Fire department shut out of ambulance contract
SAN DIEGO – A pair of City Council members and the head of the local firefighters union expressed disappointment Wednesday with a decision by Interim Mayor Todd Gloria to shut out the San Diego Fire-Rescue Department from bidding on the city’s next ambulance services contract.
Rural-Metro, a company that provides emergency medical services in a few hundred cities nationwide, has operated ambulances in San Diego since 1997, but its contract is due to expire at the end of the fiscal year on June 30.
Fire department officials and the firefighters union, while acknowledging a good relationship with Rural-Metro, have previously said they were interested in taking ambulance services in-house, and they gained the support of some council members last month.
However, Gloria wrote in a memo distributed Tuesday that the City Attorney’s Office has opined that the city can’t simply take over ambulance services.
He also wrote that the department can’t legally compete for the next contract — which would have a five-year term — because it helped put together a request for proposals that will be used for the bidding.

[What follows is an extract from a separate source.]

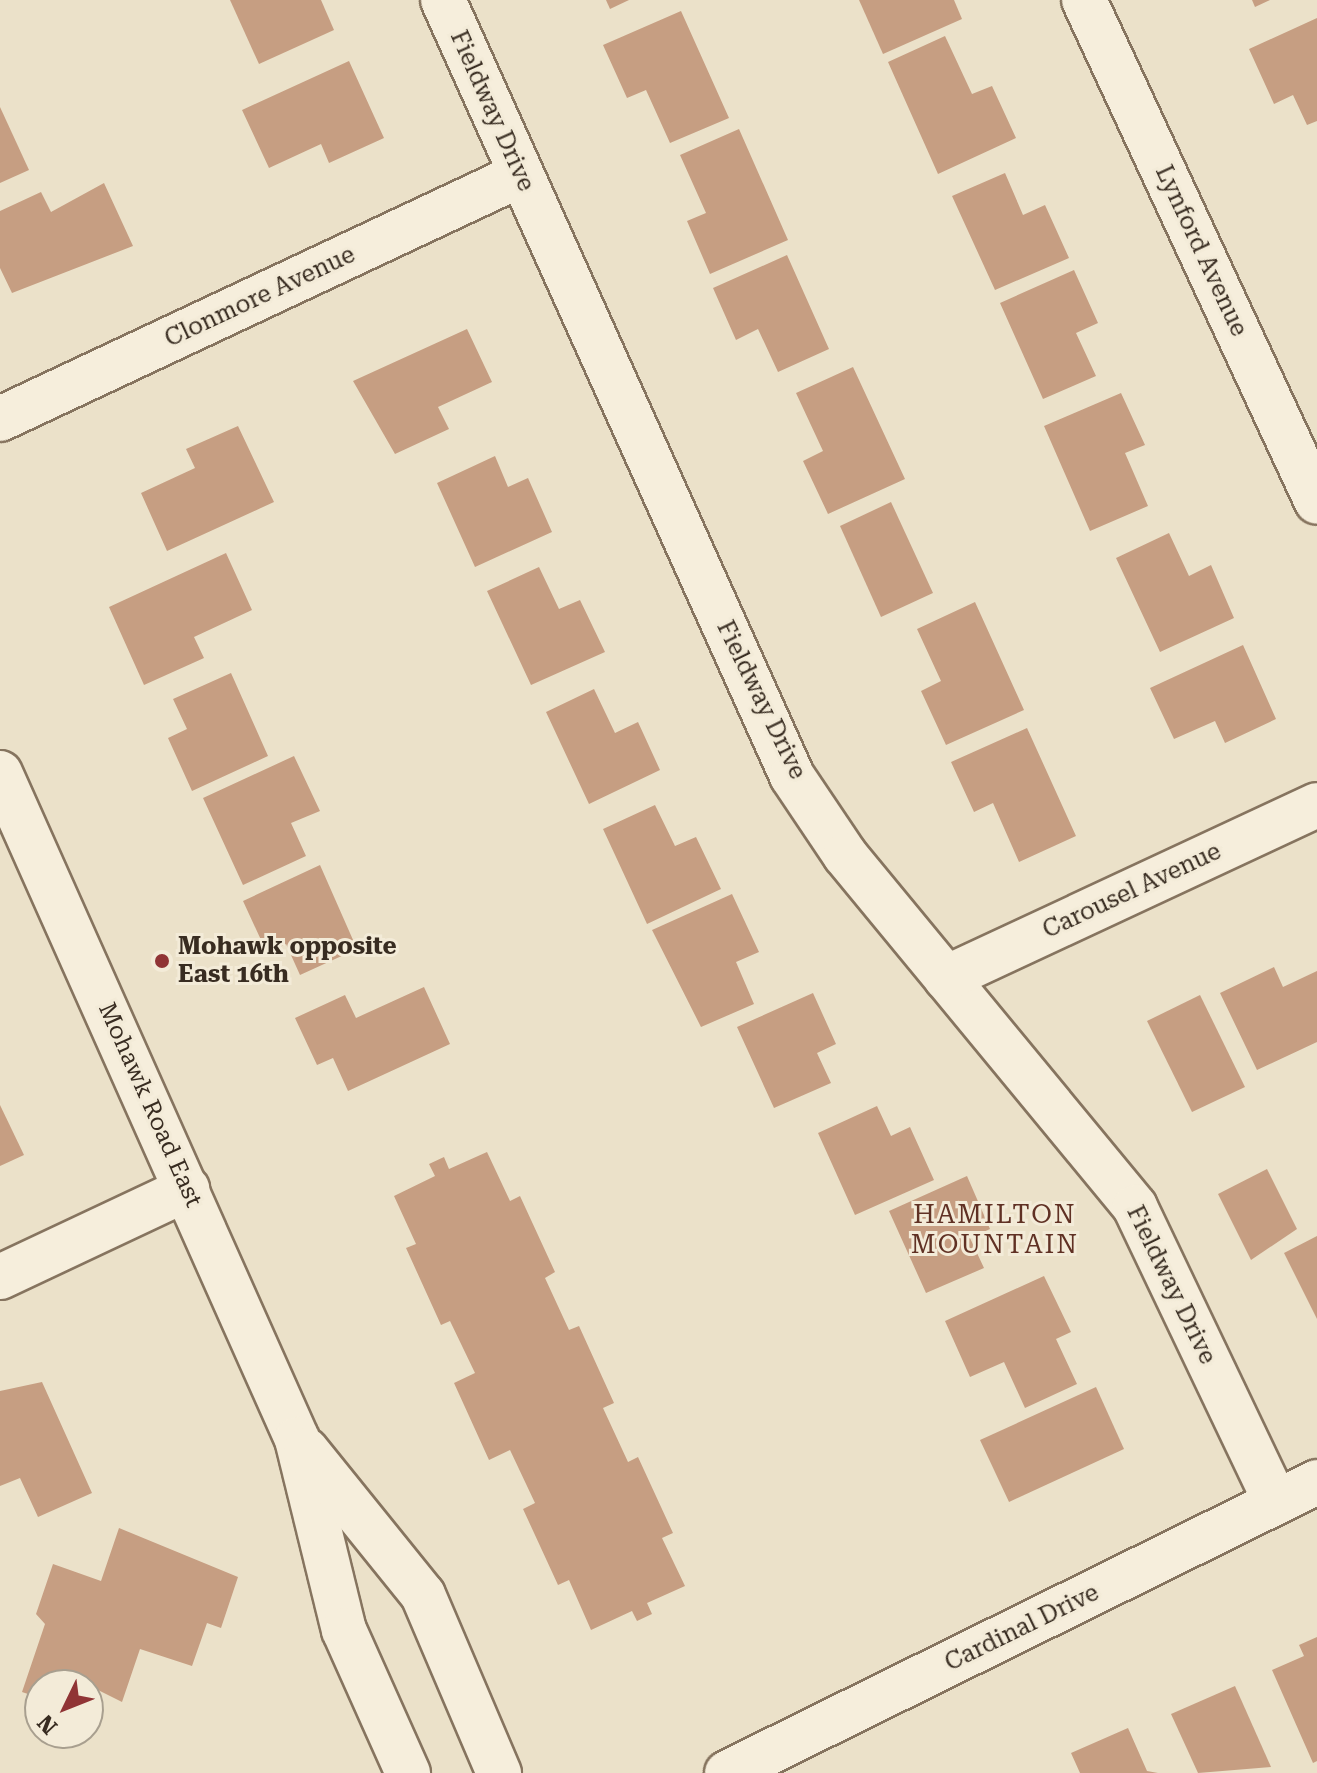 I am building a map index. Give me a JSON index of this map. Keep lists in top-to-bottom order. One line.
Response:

“I’m disappointed,” Councilwoman Myrtle Cole said at a meeting of the City Council’s Public Safety and Neighborhood Services Committee.
“I would like to see our fire department be able to bid.”
Her comments were echoed by committee Chairwoman Marti Emerald.
Frank DeClercq, president of the firefighters Local 145, said he was “shocked” by the interim mayor’s decision, and said he believes the department can make a bid.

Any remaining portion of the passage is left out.